▶ [Task requirements]:
Each line in the entries below that holds the word "service" belongs in the answer.

►

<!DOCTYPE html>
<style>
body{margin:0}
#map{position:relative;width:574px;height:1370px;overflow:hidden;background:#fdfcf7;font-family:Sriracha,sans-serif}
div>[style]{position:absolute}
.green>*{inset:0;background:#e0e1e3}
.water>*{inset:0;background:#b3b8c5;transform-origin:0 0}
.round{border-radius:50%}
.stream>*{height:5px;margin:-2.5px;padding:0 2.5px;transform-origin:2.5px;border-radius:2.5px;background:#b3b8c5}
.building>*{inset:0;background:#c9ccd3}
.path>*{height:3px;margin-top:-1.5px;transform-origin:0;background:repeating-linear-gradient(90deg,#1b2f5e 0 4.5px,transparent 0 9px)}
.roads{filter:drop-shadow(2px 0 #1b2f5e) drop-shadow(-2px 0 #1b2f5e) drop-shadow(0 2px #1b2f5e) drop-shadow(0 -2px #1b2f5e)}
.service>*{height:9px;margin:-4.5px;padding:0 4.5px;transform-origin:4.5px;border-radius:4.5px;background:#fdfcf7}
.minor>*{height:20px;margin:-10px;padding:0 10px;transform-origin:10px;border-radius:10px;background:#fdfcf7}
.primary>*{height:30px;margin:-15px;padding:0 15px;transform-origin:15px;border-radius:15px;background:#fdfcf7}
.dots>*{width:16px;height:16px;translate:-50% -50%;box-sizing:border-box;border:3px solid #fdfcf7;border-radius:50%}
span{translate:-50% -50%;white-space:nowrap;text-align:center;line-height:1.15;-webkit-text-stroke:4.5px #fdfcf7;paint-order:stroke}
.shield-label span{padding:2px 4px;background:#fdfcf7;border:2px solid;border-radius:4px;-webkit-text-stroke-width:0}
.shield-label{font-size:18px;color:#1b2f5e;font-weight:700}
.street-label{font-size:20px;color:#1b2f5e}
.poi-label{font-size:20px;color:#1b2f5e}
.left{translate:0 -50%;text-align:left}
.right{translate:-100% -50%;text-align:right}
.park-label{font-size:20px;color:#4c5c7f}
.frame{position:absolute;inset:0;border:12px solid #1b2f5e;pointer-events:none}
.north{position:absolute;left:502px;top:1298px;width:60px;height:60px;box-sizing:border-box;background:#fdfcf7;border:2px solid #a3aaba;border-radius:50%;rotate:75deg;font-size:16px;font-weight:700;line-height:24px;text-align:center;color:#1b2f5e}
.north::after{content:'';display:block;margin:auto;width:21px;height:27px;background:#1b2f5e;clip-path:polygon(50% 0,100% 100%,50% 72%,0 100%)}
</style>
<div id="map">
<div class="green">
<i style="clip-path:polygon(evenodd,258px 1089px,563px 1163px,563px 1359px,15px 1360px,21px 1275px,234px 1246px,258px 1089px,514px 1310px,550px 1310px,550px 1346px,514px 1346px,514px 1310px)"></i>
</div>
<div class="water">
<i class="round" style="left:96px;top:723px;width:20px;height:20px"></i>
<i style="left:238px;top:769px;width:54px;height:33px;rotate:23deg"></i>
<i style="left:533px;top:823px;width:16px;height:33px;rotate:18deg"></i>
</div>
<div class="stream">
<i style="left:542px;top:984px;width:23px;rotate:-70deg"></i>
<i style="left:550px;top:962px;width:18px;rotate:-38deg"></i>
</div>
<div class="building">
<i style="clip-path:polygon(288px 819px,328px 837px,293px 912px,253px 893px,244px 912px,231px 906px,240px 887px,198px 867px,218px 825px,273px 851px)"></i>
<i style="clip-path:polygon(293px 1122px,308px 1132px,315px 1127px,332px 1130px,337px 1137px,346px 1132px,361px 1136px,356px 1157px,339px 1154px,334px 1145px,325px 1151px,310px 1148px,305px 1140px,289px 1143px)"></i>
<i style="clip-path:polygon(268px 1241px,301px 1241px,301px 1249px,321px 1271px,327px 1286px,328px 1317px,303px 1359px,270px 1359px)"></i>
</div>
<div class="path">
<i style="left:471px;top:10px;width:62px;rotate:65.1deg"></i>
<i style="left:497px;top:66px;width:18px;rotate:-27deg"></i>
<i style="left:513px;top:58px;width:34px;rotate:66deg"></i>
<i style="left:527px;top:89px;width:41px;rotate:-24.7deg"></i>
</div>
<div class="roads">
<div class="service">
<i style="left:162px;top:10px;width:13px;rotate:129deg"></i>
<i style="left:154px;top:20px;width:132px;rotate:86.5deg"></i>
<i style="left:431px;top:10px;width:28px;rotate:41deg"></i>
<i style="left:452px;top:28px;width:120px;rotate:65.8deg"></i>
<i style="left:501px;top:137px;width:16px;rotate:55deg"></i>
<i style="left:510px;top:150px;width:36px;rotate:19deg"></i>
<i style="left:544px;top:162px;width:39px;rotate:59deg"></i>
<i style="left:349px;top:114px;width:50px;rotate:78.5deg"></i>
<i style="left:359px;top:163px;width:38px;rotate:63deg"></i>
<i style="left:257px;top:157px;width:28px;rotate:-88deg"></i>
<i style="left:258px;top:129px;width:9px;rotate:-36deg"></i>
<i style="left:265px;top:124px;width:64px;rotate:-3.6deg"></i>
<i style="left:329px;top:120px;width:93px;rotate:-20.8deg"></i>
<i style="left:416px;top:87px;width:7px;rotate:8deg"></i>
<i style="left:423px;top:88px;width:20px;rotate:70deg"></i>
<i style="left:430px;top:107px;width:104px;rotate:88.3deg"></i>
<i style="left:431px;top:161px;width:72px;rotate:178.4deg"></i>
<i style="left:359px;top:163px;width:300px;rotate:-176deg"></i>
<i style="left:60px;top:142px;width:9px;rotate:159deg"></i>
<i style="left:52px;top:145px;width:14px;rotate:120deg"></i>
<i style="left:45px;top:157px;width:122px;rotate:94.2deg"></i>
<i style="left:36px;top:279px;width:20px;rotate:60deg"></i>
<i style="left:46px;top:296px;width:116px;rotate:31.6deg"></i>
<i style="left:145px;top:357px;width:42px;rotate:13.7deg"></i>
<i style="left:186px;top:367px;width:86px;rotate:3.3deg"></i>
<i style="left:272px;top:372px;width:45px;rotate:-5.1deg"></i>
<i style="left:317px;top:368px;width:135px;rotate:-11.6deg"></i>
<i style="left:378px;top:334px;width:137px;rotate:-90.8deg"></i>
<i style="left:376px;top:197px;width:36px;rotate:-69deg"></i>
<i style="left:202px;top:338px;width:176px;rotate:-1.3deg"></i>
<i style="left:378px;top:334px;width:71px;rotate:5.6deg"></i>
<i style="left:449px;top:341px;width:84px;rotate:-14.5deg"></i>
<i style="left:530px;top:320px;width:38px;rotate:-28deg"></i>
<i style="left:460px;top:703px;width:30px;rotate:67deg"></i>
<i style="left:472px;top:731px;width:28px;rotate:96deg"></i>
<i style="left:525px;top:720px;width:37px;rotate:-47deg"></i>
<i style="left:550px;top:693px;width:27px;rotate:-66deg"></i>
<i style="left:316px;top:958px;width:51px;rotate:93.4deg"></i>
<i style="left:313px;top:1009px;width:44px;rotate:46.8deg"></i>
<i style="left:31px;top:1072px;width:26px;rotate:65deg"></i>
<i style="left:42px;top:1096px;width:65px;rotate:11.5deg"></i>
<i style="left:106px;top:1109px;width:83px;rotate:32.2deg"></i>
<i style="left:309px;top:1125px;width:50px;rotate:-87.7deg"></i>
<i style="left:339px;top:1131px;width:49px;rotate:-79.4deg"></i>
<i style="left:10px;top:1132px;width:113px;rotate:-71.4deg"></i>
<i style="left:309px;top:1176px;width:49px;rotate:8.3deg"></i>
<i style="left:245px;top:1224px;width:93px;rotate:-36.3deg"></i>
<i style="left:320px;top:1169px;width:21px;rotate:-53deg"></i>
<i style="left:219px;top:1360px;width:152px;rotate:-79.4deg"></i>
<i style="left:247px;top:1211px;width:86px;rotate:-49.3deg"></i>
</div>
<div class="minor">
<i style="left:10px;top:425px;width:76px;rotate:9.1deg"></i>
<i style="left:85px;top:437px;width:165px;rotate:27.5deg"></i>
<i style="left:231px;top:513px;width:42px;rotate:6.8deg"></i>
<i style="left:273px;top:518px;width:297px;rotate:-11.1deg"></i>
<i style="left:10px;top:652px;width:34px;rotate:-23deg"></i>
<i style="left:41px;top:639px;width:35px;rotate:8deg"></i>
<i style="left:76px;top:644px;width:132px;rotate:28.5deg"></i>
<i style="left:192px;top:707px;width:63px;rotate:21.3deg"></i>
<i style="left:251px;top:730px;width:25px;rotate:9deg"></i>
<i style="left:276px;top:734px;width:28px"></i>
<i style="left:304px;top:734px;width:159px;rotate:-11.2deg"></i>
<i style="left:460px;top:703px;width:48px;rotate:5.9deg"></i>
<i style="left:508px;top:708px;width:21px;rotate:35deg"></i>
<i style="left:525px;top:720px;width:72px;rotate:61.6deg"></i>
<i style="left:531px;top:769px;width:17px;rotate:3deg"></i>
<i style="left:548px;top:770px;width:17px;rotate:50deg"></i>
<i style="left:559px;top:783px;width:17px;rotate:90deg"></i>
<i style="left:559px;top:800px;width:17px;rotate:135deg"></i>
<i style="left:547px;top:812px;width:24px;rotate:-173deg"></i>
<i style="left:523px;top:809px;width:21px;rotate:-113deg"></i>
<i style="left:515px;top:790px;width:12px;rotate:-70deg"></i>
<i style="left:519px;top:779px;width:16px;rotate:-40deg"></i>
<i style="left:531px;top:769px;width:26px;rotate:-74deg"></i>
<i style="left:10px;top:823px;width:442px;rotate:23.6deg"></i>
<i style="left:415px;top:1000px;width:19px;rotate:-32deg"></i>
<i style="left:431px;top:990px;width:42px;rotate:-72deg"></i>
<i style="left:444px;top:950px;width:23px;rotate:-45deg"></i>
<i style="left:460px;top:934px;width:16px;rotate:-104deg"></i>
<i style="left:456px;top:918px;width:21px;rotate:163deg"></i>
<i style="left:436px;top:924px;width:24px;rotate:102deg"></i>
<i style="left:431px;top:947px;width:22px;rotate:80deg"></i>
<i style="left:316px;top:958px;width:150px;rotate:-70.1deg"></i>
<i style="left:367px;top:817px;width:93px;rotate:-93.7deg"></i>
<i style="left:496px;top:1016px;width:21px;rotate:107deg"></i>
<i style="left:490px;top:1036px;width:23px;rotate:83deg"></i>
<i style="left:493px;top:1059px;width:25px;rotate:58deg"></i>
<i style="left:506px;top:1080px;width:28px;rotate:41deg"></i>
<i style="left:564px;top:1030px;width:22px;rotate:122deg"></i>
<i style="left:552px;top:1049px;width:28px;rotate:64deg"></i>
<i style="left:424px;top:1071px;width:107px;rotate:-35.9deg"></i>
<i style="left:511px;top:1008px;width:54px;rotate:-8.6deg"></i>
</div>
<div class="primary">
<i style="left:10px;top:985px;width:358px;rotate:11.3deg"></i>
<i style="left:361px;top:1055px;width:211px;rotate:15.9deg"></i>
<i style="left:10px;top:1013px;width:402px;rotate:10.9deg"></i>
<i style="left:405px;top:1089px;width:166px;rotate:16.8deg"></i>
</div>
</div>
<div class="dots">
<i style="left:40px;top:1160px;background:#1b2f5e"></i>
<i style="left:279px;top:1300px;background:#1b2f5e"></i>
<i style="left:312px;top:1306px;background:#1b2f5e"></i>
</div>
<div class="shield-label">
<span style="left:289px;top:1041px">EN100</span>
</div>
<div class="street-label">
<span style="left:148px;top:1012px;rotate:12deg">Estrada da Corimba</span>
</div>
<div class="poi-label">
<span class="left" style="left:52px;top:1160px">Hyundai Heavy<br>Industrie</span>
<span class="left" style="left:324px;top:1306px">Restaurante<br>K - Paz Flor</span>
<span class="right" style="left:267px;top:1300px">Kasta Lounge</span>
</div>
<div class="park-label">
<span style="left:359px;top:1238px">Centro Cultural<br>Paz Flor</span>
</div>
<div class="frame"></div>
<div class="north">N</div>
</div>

◄

▶ [Solution for this task]:
.service>*{height:9px;margin:-4.5px;padding:0 4.5px;transform-origin:4.5px;border-radius:4.5px;background:#fdfcf7}
<div class="service">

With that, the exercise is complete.